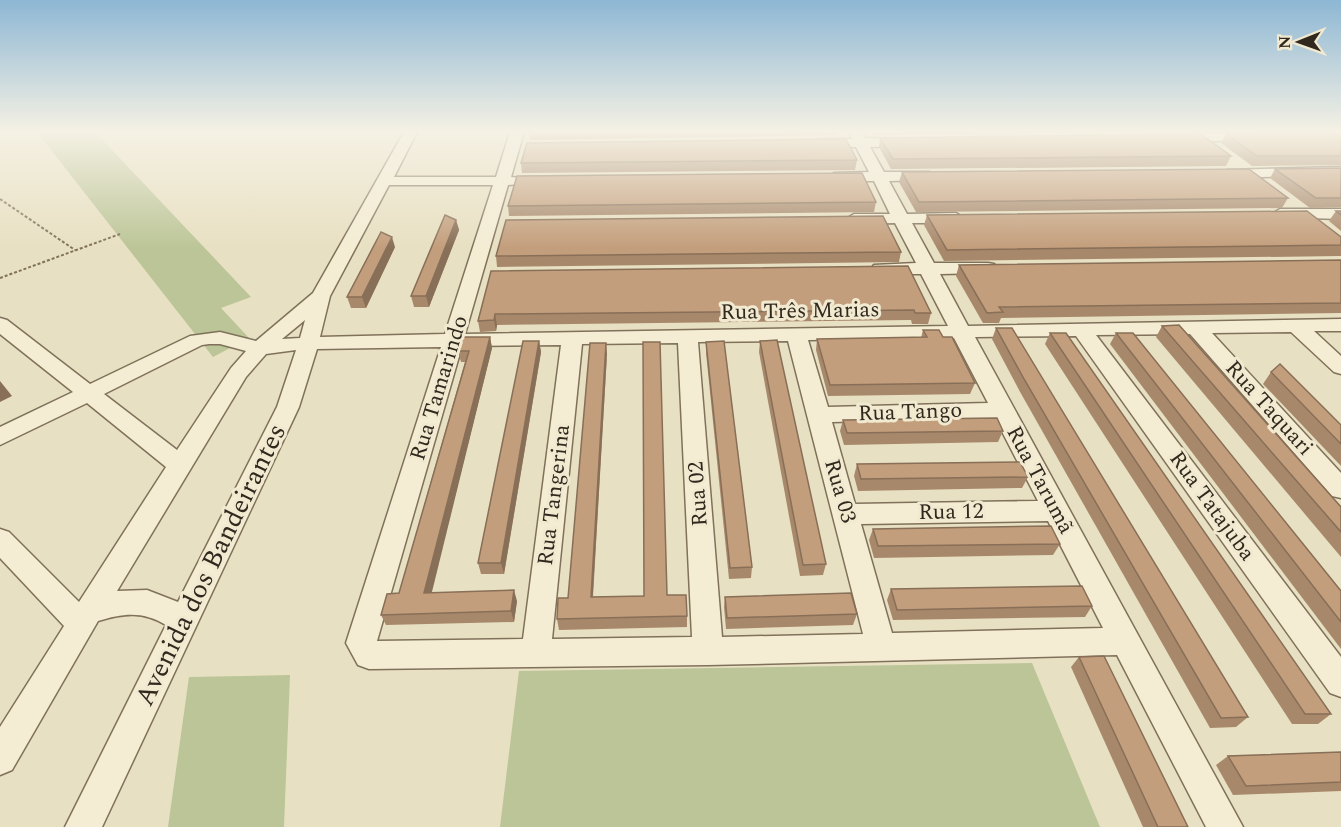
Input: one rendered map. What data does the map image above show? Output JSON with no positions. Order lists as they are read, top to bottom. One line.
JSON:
{"streets":{"street":["Rua Três Marias","Rua Tamarindo","Rua Taquari","Rua Tango","Rua Tarumã","Rua 03","Rua 02","Rua Tangerina","Rua Tatajuba","Rua 12","Avenida dos Bandeirantes"]},"crossings":[["Rua Três Marias","Rua Tamarindo"],["Rua Três Marias","Rua Taquari"],["Rua Três Marias","Rua Tarumã"],["Rua Três Marias","Rua 03"],["Rua Três Marias","Rua 02"],["Rua Três Marias","Rua Tangerina"],["Rua Três Marias","Rua Tatajuba"],["Rua Três Marias","Avenida dos Bandeirantes"],["Rua Tamarindo","Rua Tangerina"],["Rua Tango","Rua Tarumã"],["Rua Tango","Rua 03"],["Rua Tarumã","Rua 12"],["Rua 03","Rua 12"]],"north":"left"}
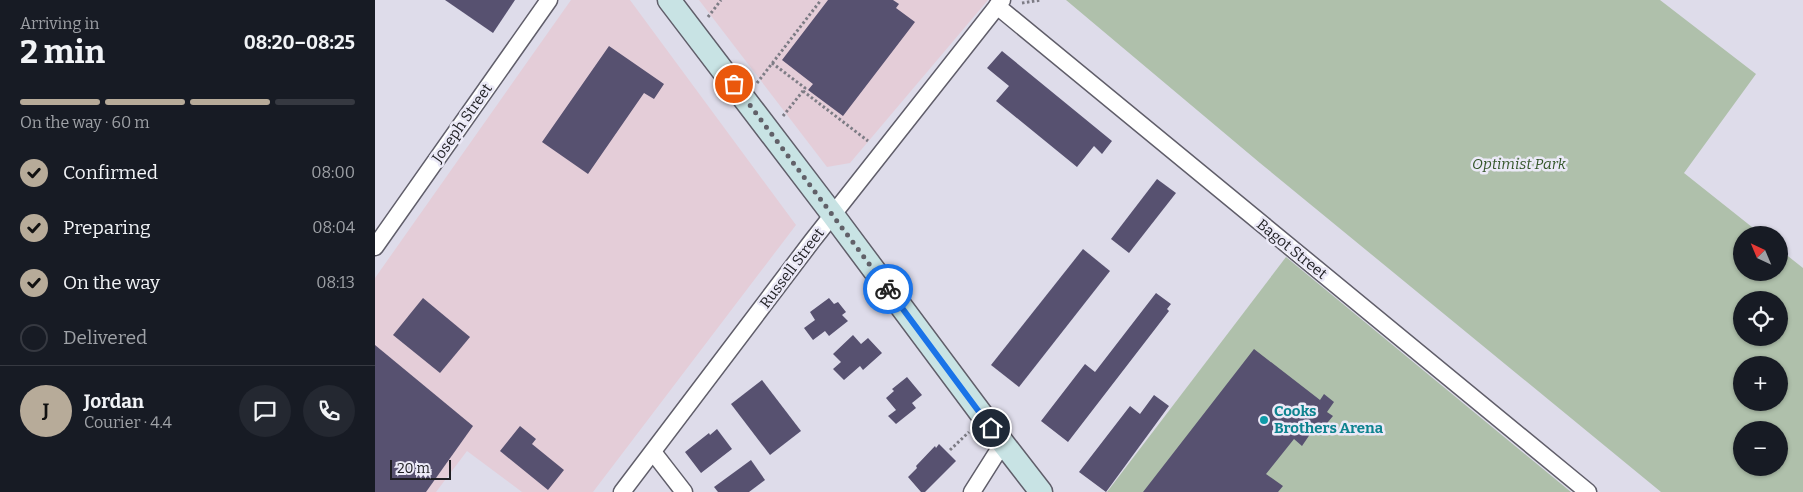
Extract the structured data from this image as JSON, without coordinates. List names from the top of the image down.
{
  "streets": {
    "street": ["Joseph Street", "Bagot Street", "Russell Street"]
  },
  "crossings": [
    ["Bagot Street", "Russell Street"]
  ],
  "parks": ["Optimist Park"],
  "places": ["Cooks Brothers Arena"],
  "scale_bar": "20 m",
  "north": "top left",
  "page": {
    "heading": ["2 min", "Arriving in", "08:20–08:25"],
    "panel": ["Jordan", "Courier · 4.4"],
    "bar": "On the way · 60 m",
    "list": [
      ["Confirmed", "08:00"],
      ["Preparing", "08:04"],
      ["On the way", "08:13"],
      "Delivered"
    ],
    "map_buttons": ["+", "−"],
    "round": "J",
    "scale": "20 m"
  }
}
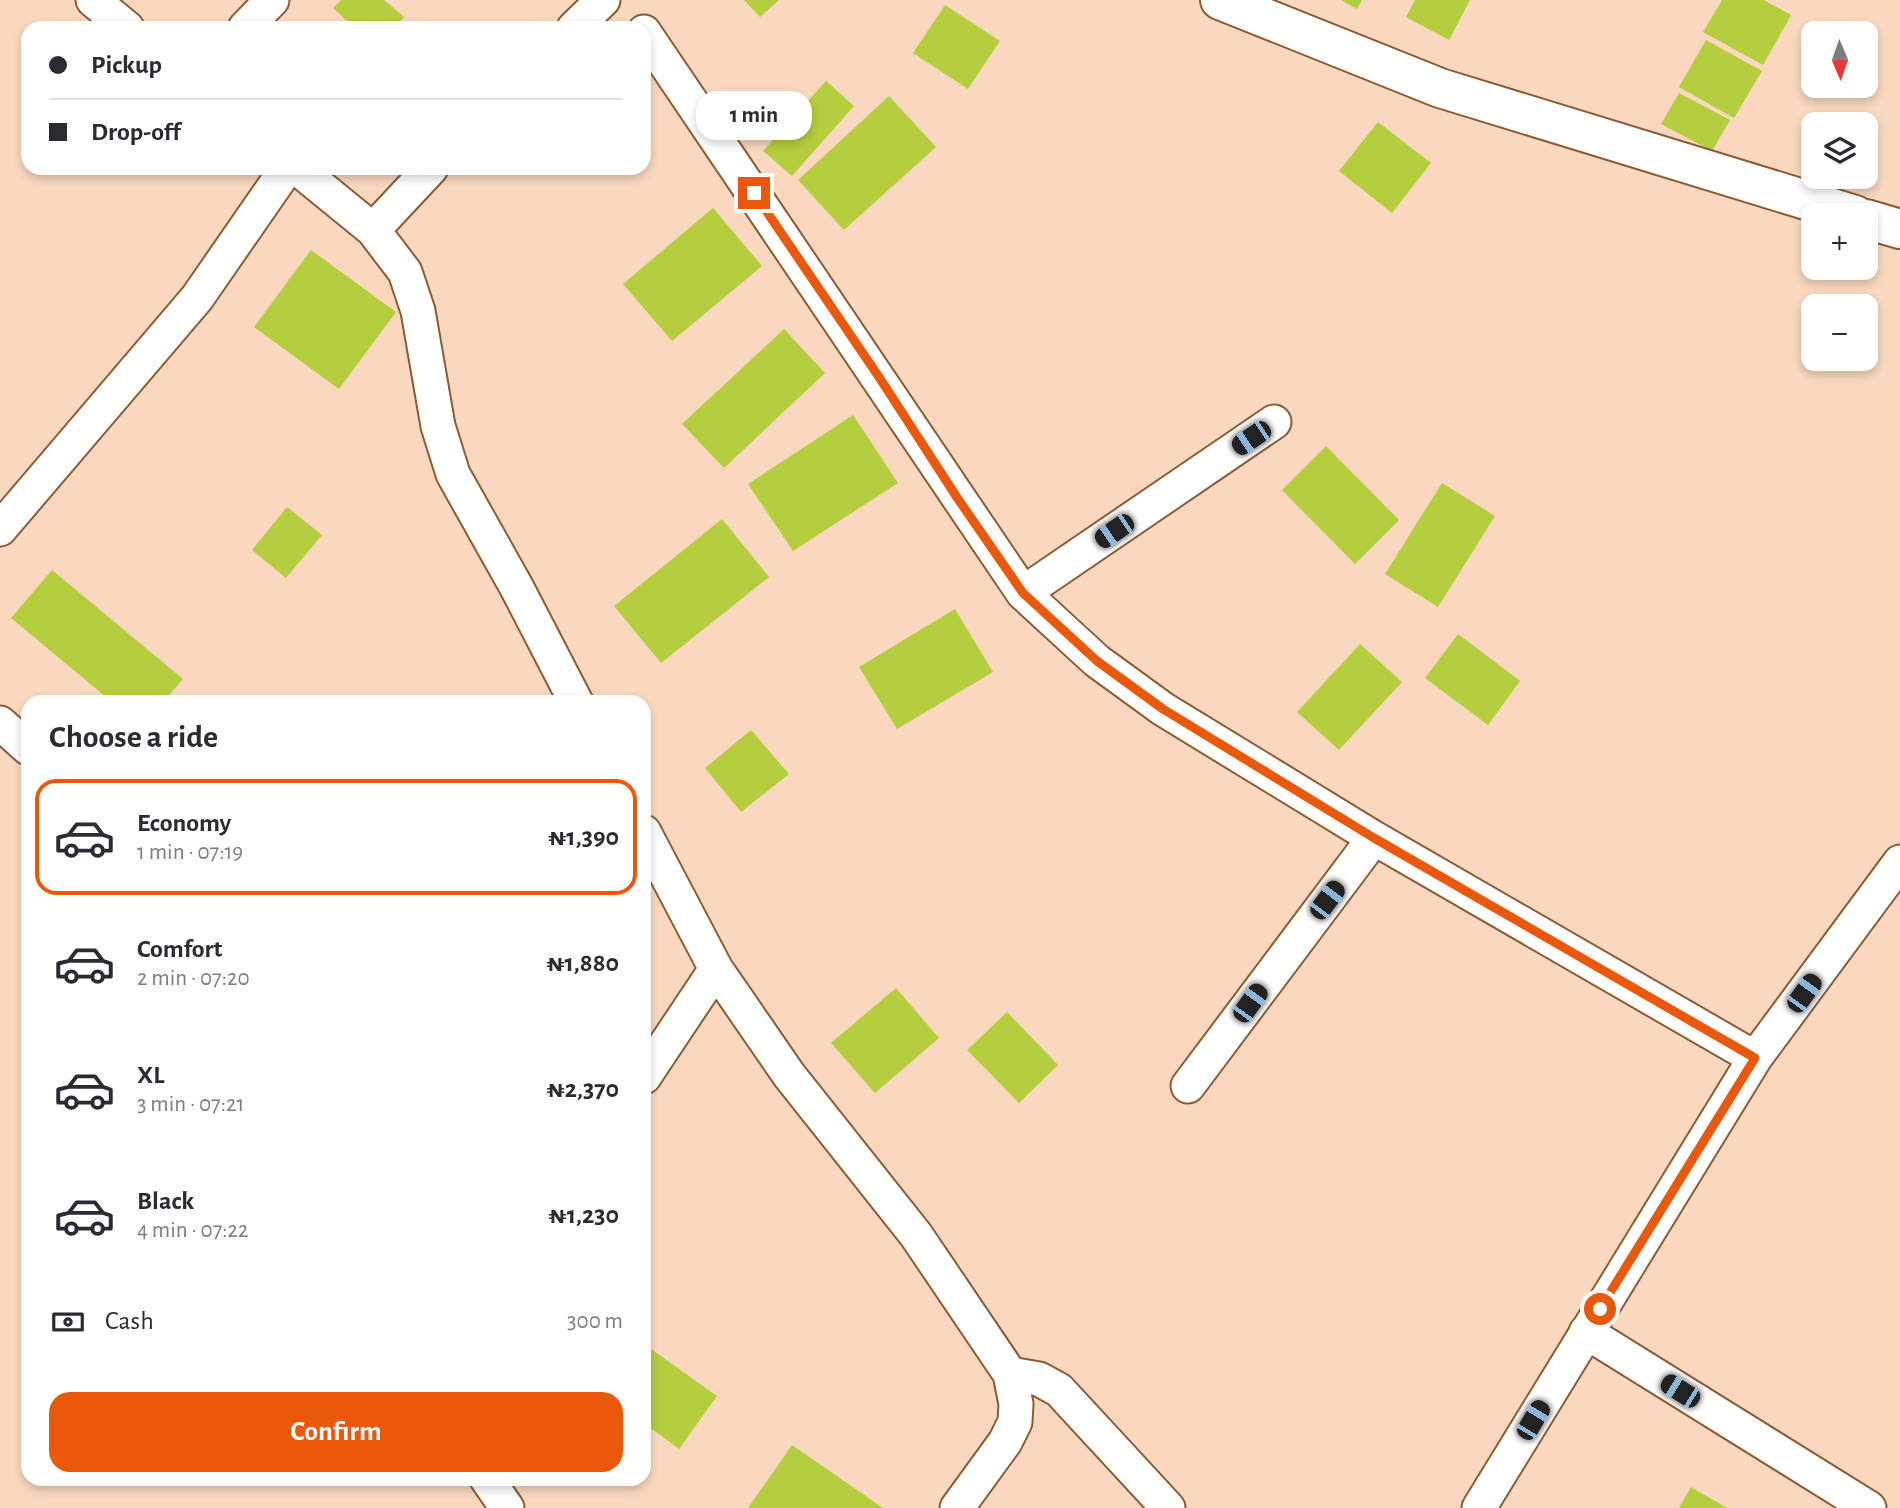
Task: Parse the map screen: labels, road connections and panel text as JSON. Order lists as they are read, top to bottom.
{
  "north": "bottom",
  "page": {
    "map_buttons": ["+", "−"],
    "banner": ["Pickup", "Drop-off"],
    "bubble": "1 min",
    "heading": "Choose a ride",
    "list": [
      {
        "name": "Economy",
        "note": "1 min · 07:19",
        "value": "₦1,390"
      },
      {
        "name": "Comfort",
        "note": "2 min · 07:20",
        "value": "₦1,880"
      },
      {
        "name": "XL",
        "note": "3 min · 07:21",
        "value": "₦2,370"
      },
      {
        "name": "Black",
        "note": "4 min · 07:22",
        "value": "₦1,230"
      }
    ],
    "pay": ["Cash", "300 m"],
    "buttons": "Confirm"
  }
}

Brief
Exclude the pictures, then retype every record exactly.

Task answer
Input: one rendered map. What data does the map image above show? Output JSON with no positions. Order lists as they are read, top to bottom. One line.
JSON:
{"streets":{"street":["Rua Três Marias","Rua Tamarindo","Rua Taquari","Rua Tango","Rua Tarumã","Rua 03","Rua 02","Rua Tangerina","Rua Tatajuba","Rua 12","Avenida dos Bandeirantes"]},"crossings":[["Rua Três Marias","Rua Tamarindo"],["Rua Três Marias","Rua Taquari"],["Rua Três Marias","Rua Tarumã"],["Rua Três Marias","Rua 03"],["Rua Três Marias","Rua 02"],["Rua Três Marias","Rua Tangerina"],["Rua Três Marias","Rua Tatajuba"],["Rua Três Marias","Avenida dos Bandeirantes"],["Rua Tamarindo","Rua Tangerina"],["Rua Tango","Rua Tarumã"],["Rua Tango","Rua 03"],["Rua Tarumã","Rua 12"],["Rua 03","Rua 12"]],"north":"left"}
Extract the structured data from this image as JSON, without coordinates. List names from the top of the image down.
{
  "streets": {
    "street": ["Joseph Street", "Bagot Street", "Russell Street"]
  },
  "crossings": [
    ["Bagot Street", "Russell Street"]
  ],
  "parks": ["Optimist Park"],
  "places": ["Cooks Brothers Arena"],
  "scale_bar": "20 m",
  "north": "top left",
  "page": {
    "heading": ["2 min", "Arriving in", "08:20–08:25"],
    "panel": ["Jordan", "Courier · 4.4"],
    "bar": "On the way · 60 m",
    "list": [
      ["Confirmed", "08:00"],
      ["Preparing", "08:04"],
      ["On the way", "08:13"],
      "Delivered"
    ],
    "map_buttons": ["+", "−"],
    "round": "J",
    "scale": "20 m"
  }
}
Task: Parse the map screen: labels, road connections and panel text as JSON. Order lists as they are read, top to bottom.
{
  "north": "bottom",
  "page": {
    "map_buttons": ["+", "−"],
    "banner": ["Pickup", "Drop-off"],
    "bubble": "1 min",
    "heading": "Choose a ride",
    "list": [
      {
        "name": "Economy",
        "note": "1 min · 07:19",
        "value": "₦1,390"
      },
      {
        "name": "Comfort",
        "note": "2 min · 07:20",
        "value": "₦1,880"
      },
      {
        "name": "XL",
        "note": "3 min · 07:21",
        "value": "₦2,370"
      },
      {
        "name": "Black",
        "note": "4 min · 07:22",
        "value": "₦1,230"
      }
    ],
    "pay": ["Cash", "300 m"],
    "buttons": "Confirm"
  }
}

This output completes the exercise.